Would you transcribe exactly the lines from the beginning of the records below through the line with "position:absolute; inset:0; border:14px", both included, omitting the pictures?

Dataset entries
####

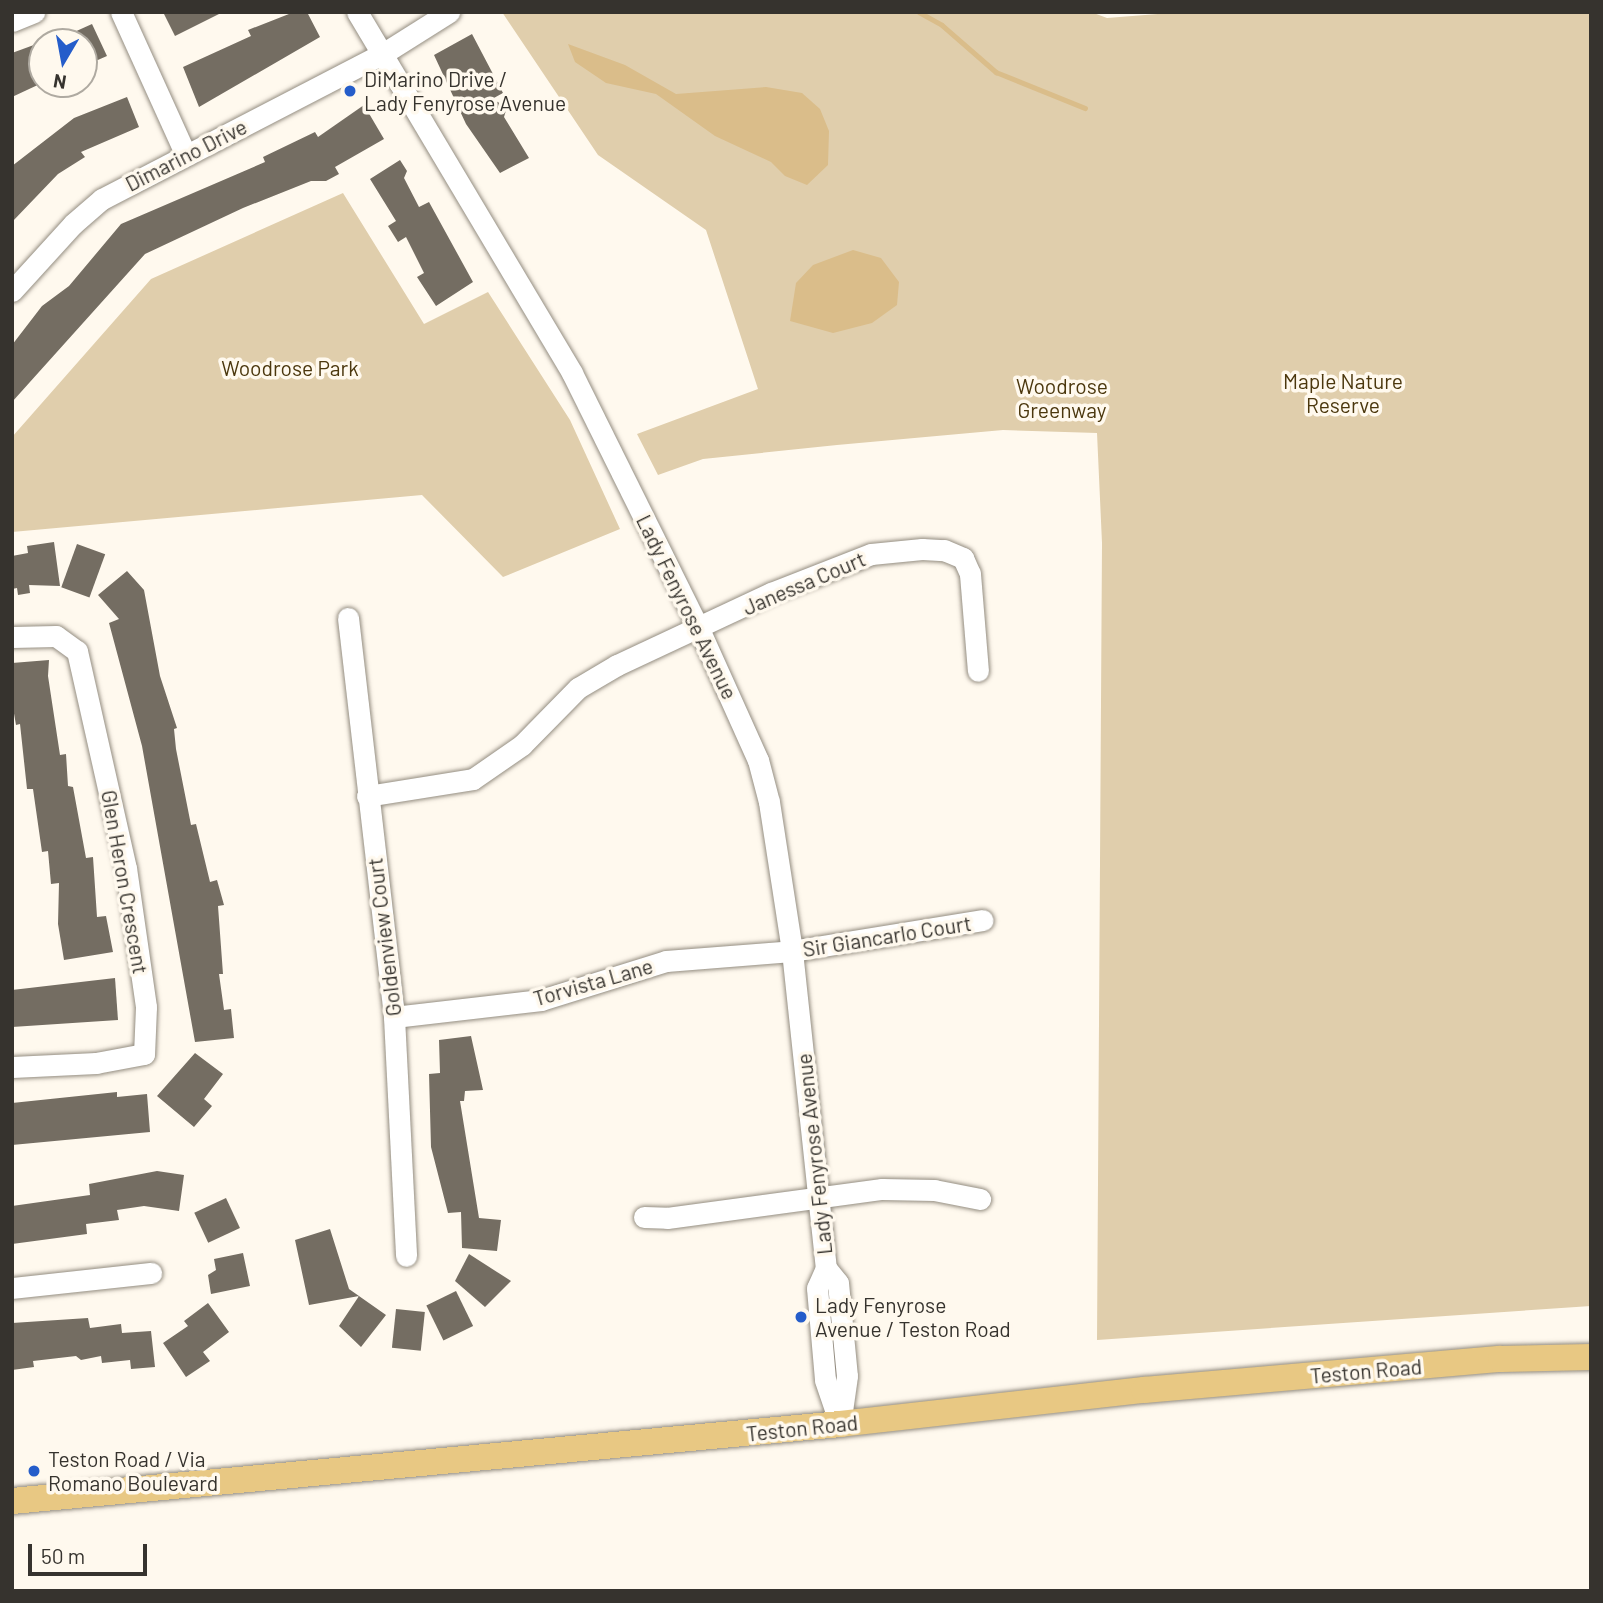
<!DOCTYPE html>
<html>
<head>
<meta charset="utf-8">
<style>
	body { margin:0 }
	#map { position:relative; width:1603px; height:1603px; overflow:hidden; background:#fff9ee; font-family:Barlow,sans-serif }
	div>[style] { position:absolute }
	[style*='--x'] { left:calc(var(--x)*1px); top:calc(var(--y)*1px); width:calc(var(--w)*1px); rotate:calc(var(--a)*1deg) }
	.green>* { inset:0; background:#e0ceac }
	.water>* { inset:0; background:#dabd8a }
	.stream>* { height:4.5px; margin:-2.25px; padding:0 2.25px; transform-origin:2.25px; border-radius:2.25px; background:#dabd8a }
	.building>* { inset:0; background:#746d62; transform-origin:0 0 }
	.roads { filter:drop-shadow(0 0 2px #948d81) drop-shadow(0 0 2px #948d81) }
	.minor>* { height:21px; margin:-10.5px; padding:0 10.5px; transform-origin:10.5px; border-radius:10.5px; background:#fff }
	.major>* { height:26px; margin:-13px; padding:0 13px; transform-origin:13px; border-radius:13px; background:#e8c883 }
	.dots>* { width:19px; height:19px; translate:-50% -50%; box-sizing:border-box; border:4px solid #fff9ee; border-radius:50% }
	span { translate:-50% -50%; white-space:nowrap; text-align:center; line-height:1.15; -webkit-text-stroke:7px #fff9ee; paint-order:stroke }
	.poi-label { font-size:21px; color:#36332e }
	.left { translate:0 -50%; text-align:left }
	.street-label { font-size:21px; color:#36332e }
	.park-label { font-size:21px; color:#4b370d }
	.frame { position:absolute; inset:0; border:14px solid #36332e; pointer-events:none }
	.north { position:absolute; left:28px; top:28px; width:70px; height:70px; box-sizing:border-box; background:#fff9ee; border:2px solid #afaaa1; border-radius:50%; rotate:190deg; font-size:19px; font-weight:700; line-height:28px; text-align:center; color:#36332e }
	.north::after { content:''; display:block; margin:auto; width:24px; height:32px; background:#255dca; clip-path:polygon(50% 0,100% 100%,50% 72%,0 100%) }
	.scale { position:absolute; left:28px; top:1544px; width:119px; height:32px; box-sizing:border-box; border:4px solid #36332e; border-top:0; padding-left:9px; font-size:21px; line-height:24px; white-space:nowrap; color:#36332e; -webkit-text-stroke:5px #fff9ee; paint-order:stroke }
</style>
</head>
<body>
<div id="map">
	<div class="green">
		<div style="clip-path:polygon(502px 12px,1091px 12px,1107px 18px,1183px 12px,1591px 12px,1591px 1306px,1097px 1340px,1102px 543px,1097px 433px,1003px 430px,837px 445px,703px 459px,658px 475px,637px 434px,758px 389px,706px 230px,598px 155px)"></div>
		<div style="clip-path:polygon(343px 193px,424px 324px,488px 292px,570px 420px,620px 529px,503px 577px,422px 495px,12px 532px,12px 437px,151px 279px)"></div>
	</div>
	<div class="water">
		<div style="clip-path:polygon(568px 44px,625px 65px,676px 94px,766px 87px,802px 93px,820px 109px,829px 131px,828px 165px,807px 185px,785px 176px,771px 162px,715px 136px,656px 94px,606px 83px,575px 62px)"></div>
		<div style="clip-path:polygon(853px 250px,881px 258px,899px 282px,897px 305px,872px 323px,833px 333px,790px 321px,796px 283px,813px 265px)"></div>
	</div>
	<div class="stream">
		<div style="--x:919;--y:12;--w:26;--a:29"></div>
		<div style="--x:942;--y:25;--w:72;--a:41"></div>
		<div style="--x:996;--y:72;--w:96;--a:22"></div>
	</div>
	<div class="building">
		<div style="clip-path:polygon(163px 12px,223px 12px,175px 36px)"></div>
		<div style="clip-path:polygon(294px 12px,307px 12px,320px 37px,199px 107px,183px 67px,251px 36px,248px 30px)"></div>
		<div style="clip-path:polygon(92px 24px,107px 56px,84px 66px,84px 42px,52px 42px)"></div>
		<div style="clip-path:polygon(472px 34px,503px 93px,492px 99px,507px 107px,504px 117px,529px 158px,500px 173px,466px 124px,434px 55px)"></div>
		<div style="clip-path:polygon(42px 42px,42px 83px,12px 97px,12px 53px)"></div>
		<div style="clip-path:polygon(127px 97px,139px 127px,81px 152px,85px 157px,58px 174px,12px 222px,12px 166px,74px 118px)"></div>
		<div style="clip-path:polygon(364px 105px,384px 139px,335px 167px,339px 174px,326px 181px,311px 181px,243px 208px,145px 254px,12px 402px,12px 345px,42px 306px,69px 286px,121px 224px,265px 162px,263px 157px,315px 132px,318px 137px)"></div>
		<div style="clip-path:polygon(400px 160px,407px 171px,404px 178px,419px 207px,429px 202px,473px 282px,436px 306px,417px 277px,424px 273px,406px 237px,398px 242px,388px 226px,396px 221px,370px 179px)"></div>
		<div style="clip-path:polygon(54px 542px,60px 586px,29px 585px,30px 593px,18px 595px,17px 588px,12px 589px,12px 556px,28px 553px,27px 546px)"></div>
		<div style="left:77px;top:544px;width:30px;height:46px;rotate:20deg"></div>
		<div style="clip-path:polygon(127px 571px,144px 590px,160px 676px,177px 728px,174px 729px,176px 749px,191px 825px,196px 824px,210px 882px,217px 880px,224px 905px,218px 906px,223px 974px,219px 974px,224px 1010px,231px 1009px,234px 1038px,195px 1042px,142px 746px,109px 623px,119px 619px,98px 595px)"></div>
		<div style="clip-path:polygon(49px 660px,48px 676px,60px 755px,66px 754px,68px 786px,73px 787px,86px 858px,93px 857px,97px 917px,106px 916px,113px 952px,64px 960px,58px 924px,59px 883px,51px 884px,48px 851px,42px 852px,33px 789px,27px 789px,20px 724px,16px 725px,12px 702px,12px 663px)"></div>
		<div style="clip-path:polygon(115px 978px,118px 1020px,12px 1027px,12px 990px)"></div>
		<div style="clip-path:polygon(471px 1036px,483px 1090px,465px 1091px,464px 1101px,460px 1101px,479px 1218px,501px 1220px,497px 1251px,462px 1248px,461px 1212px,448px 1213px,431px 1147px,429px 1074px,440px 1073px,439px 1040px)"></div>
		<div style="clip-path:polygon(195px 1053px,223px 1074px,204px 1099px,212px 1106px,194px 1127px,157px 1096px)"></div>
		<div style="clip-path:polygon(117px 1092px,117px 1097px,147px 1094px,150px 1132px,12px 1145px,12px 1103px)"></div>
		<div style="clip-path:polygon(157px 1171px,184px 1175px,179px 1211px,144px 1206px,117px 1210px,119px 1220px,86px 1224px,87px 1234px,12px 1244px,12px 1206px,90px 1195px,89px 1184px)"></div>
		<div style="left:226px;top:1198px;width:33px;height:35px;rotate:65deg"></div>
		<div style="clip-path:polygon(330px 1229px,349px 1289px,386px 1315px,361px 1347px,339px 1326px,359px 1296px,309px 1305px,295px 1240px)"></div>
		<div style="clip-path:polygon(243px 1253px,250px 1286px,211px 1294px,208px 1275px,216px 1270px,214px 1259px)"></div>
		<div style="clip-path:polygon(469px 1254px,511px 1281px,485px 1307px,455px 1281px)"></div>
		<div style="left:456px;top:1291px;width:39px;height:33px;rotate:64deg"></div>
		<div style="clip-path:polygon(208px 1303px,229px 1332px,203px 1352px,210px 1361px,186px 1377px,163px 1343px,188px 1326px,184px 1321px)"></div>
		<div style="left:396px;top:1309px;width:29px;height:39px;rotate:6deg"></div>
		<div style="clip-path:polygon(88px 1318px,90px 1328px,121px 1324px,122px 1333px,151px 1331px,155px 1367px,131px 1369px,130px 1360px,102px 1363px,101px 1356px,81px 1360px,76px 1356px,33px 1361px,34px 1367px,12px 1370px,12px 1323px)"></div>
	</div>
	<div class="roads">
		<div class="minor">
			<div style="--x:121;--y:12;--w:157;--a:65.6"></div>
			<div style="--x:357;--y:12;--w:420;--a:59.2"></div>
			<div style="--x:572;--y:373;--w:286;--a:63.6"></div>
			<div style="--x:699;--y:629;--w:144;--a:65.8"></div>
			<div style="--x:758;--y:760;--w:43;--a:75.3"></div>
			<div style="--x:769;--y:802;--w:151;--a:81.2"></div>
			<div style="--x:792;--y:951;--w:319;--a:83.9"></div>
			<div style="--x:826;--y:1268;--w:22;--a:114"></div>
			<div style="--x:817;--y:1288;--w:92;--a:85"></div>
			<div style="--x:825;--y:1380;--w:46;--a:71.2"></div>
			<div style="--x:12;--y:21;--w:24;--a:-22"></div>
			<div style="--x:12;--y:291;--w:91;--a:-47.7"></div>
			<div style="--x:73;--y:224;--w:38;--a:-41"></div>
			<div style="--x:102;--y:199;--w:318;--a:-27.4"></div>
			<div style="--x:384;--y:53;--w:77;--a:-32.2"></div>
			<div style="--x:348;--y:618;--w:402;--a:83.4"></div>
			<div style="--x:394;--y:1017;--w:239;--a:87.1"></div>
			<div style="--x:12;--y:637;--w:44;--a:-1.3"></div>
			<div style="--x:56;--y:636;--w:26;--a:36"></div>
			<div style="--x:77;--y:651;--w:222;--a:77.3"></div>
			<div style="--x:126;--y:868;--w:140;--a:81.8"></div>
			<div style="--x:146;--y:1007;--w:47;--a:92.4"></div>
			<div style="--x:144;--y:1054;--w:49;--a:169.4"></div>
			<div style="--x:96;--y:1063;--w:84;--a:177.3"></div>
			<div style="--x:367;--y:796;--w:107;--a:-9.1"></div>
			<div style="--x:473;--y:779;--w:60;--a:-34.8"></div>
			<div style="--x:522;--y:745;--w:80;--a:-45.5"></div>
			<div style="--x:578;--y:688;--w:45;--a:-30.5"></div>
			<div style="--x:617;--y:665;--w:170;--a:-25.1"></div>
			<div style="--x:771;--y:593;--w:107;--a:-21.3"></div>
			<div style="--x:871;--y:554;--w:51;--a:-5.6"></div>
			<div style="--x:922;--y:549;--w:22;--a:3"></div>
			<div style="--x:944;--y:550;--w:21;--a:23"></div>
			<div style="--x:963;--y:558;--w:17;--a:66"></div>
			<div style="--x:970;--y:574;--w:97;--a:85.3"></div>
			<div style="--x:394;--y:1017;--w:148;--a:-6.6"></div>
			<div style="--x:541;--y:1000;--w:131;--a:-17.3"></div>
			<div style="--x:666;--y:961;--w:126;--a:-4.5"></div>
			<div style="--x:792;--y:951;--w:193;--a:-9.2"></div>
			<div style="--x:644;--y:1217;--w:23;--a:2"></div>
			<div style="--x:667;--y:1218;--w:217;--a:-7.7"></div>
			<div style="--x:882;--y:1189;--w:52;--a:1.1"></div>
			<div style="--x:934;--y:1190;--w:47;--a:11.1"></div>
			<div style="--x:826;--y:1268;--w:19;--a:51"></div>
			<div style="--x:838;--y:1283;--w:93;--a:84.5"></div>
			<div style="--x:847;--y:1376;--w:42;--a:98.1"></div>
			<div style="--x:12;--y:1288;--w:140;--a:-6.2"></div>
		</div>
		<div class="major">
			<div style="--x:12;--y:1501;--w:832;--a:-5.31"></div>
			<div style="--x:840;--y:1424;--w:306;--a:-6.4"></div>
			<div style="--x:1144;--y:1390;--w:358;--a:-5"></div>
			<div style="--x:1501;--y:1359;--w:90;--a:-1.3"></div>
		</div>
	</div>
	<div class="dots">
		<div style="left:350px;top:91px;background:#255dca"></div>
		<div style="left:801px;top:1317px;background:#255dca"></div>
		<div style="left:34px;top:1471px;background:#255dca"></div>
	</div>
	<div class="poi-label">
		<span class="left" style="left:364px;top:91px">DiMarino Drive /<br>Lady Fenyrose Avenue</span>
		<span class="left" style="left:815px;top:1317px">Lady Fenyrose<br>Avenue / Teston Road</span>
		<span class="left" style="left:48px;top:1471px">Teston Road / Via<br>Romano Boulevard</span>
	</div>
	<div class="street-label">
		<span style="left:186px;top:155px;rotate:-27deg">Dimarino Drive</span>
		<span style="left:804px;top:583px;rotate:-23deg">Janessa Court</span>
		<span style="left:687px;top:607px;rotate:64deg">Lady Fenyrose Avenue</span>
		<span style="left:125px;top:882px;rotate:80deg">Glen Heron Crescent</span>
		<span style="left:887px;top:936px;rotate:-9deg">Sir Giancarlo Court</span>
		<span style="left:384px;top:937px;rotate:-97deg">Goldenview Court</span>
		<span style="left:593px;top:982px;rotate:-16deg">Torvista Lane</span>
		<span style="left:814px;top:1154px;rotate:-96deg">Lady Fenyrose Avenue</span>
		<span style="left:1366px;top:1371px;rotate:-5deg">Teston Road</span>
		<span style="left:802px;top:1428px;rotate:-6deg">Teston Road</span>
	</div>
	<div class="park-label">
		<span style="left:290px;top:368px">Woodrose Park</span>
		<span style="left:1343px;top:393px">Maple Nature<br>Reserve</span>
		<span style="left:1062px;top:398px">Woodrose<br>Greenway</span>
	</div>
	<div class="frame"></div>
	<div class="north">N</div>
	<div class="scale">50 m</div>
</div>
</body>
</html>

####

Written answer:
<!DOCTYPE html>
<html>
<head>
<meta charset="utf-8">
<style>
	body { margin:0 }
	#map { position:relative; width:1603px; height:1603px; overflow:hidden; background:#fff9ee; font-family:Barlow,sans-serif }
	div>[style] { position:absolute }
	[style*='--x'] { left:calc(var(--x)*1px); top:calc(var(--y)*1px); width:calc(var(--w)*1px); rotate:calc(var(--a)*1deg) }
	.green>* { inset:0; background:#e0ceac }
	.water>* { inset:0; background:#dabd8a }
	.stream>* { height:4.5px; margin:-2.25px; padding:0 2.25px; transform-origin:2.25px; border-radius:2.25px; background:#dabd8a }
	.building>* { inset:0; background:#746d62; transform-origin:0 0 }
	.roads { filter:drop-shadow(0 0 2px #948d81) drop-shadow(0 0 2px #948d81) }
	.minor>* { height:21px; margin:-10.5px; padding:0 10.5px; transform-origin:10.5px; border-radius:10.5px; background:#fff }
	.major>* { height:26px; margin:-13px; padding:0 13px; transform-origin:13px; border-radius:13px; background:#e8c883 }
	.dots>* { width:19px; height:19px; translate:-50% -50%; box-sizing:border-box; border:4px solid #fff9ee; border-radius:50% }
	span { translate:-50% -50%; white-space:nowrap; text-align:center; line-height:1.15; -webkit-text-stroke:7px #fff9ee; paint-order:stroke }
	.poi-label { font-size:21px; color:#36332e }
	.left { translate:0 -50%; text-align:left }
	.street-label { font-size:21px; color:#36332e }
	.park-label { font-size:21px; color:#4b370d }
	.frame { position:absolute; inset:0; border:14px solid #36332e; pointer-events:none }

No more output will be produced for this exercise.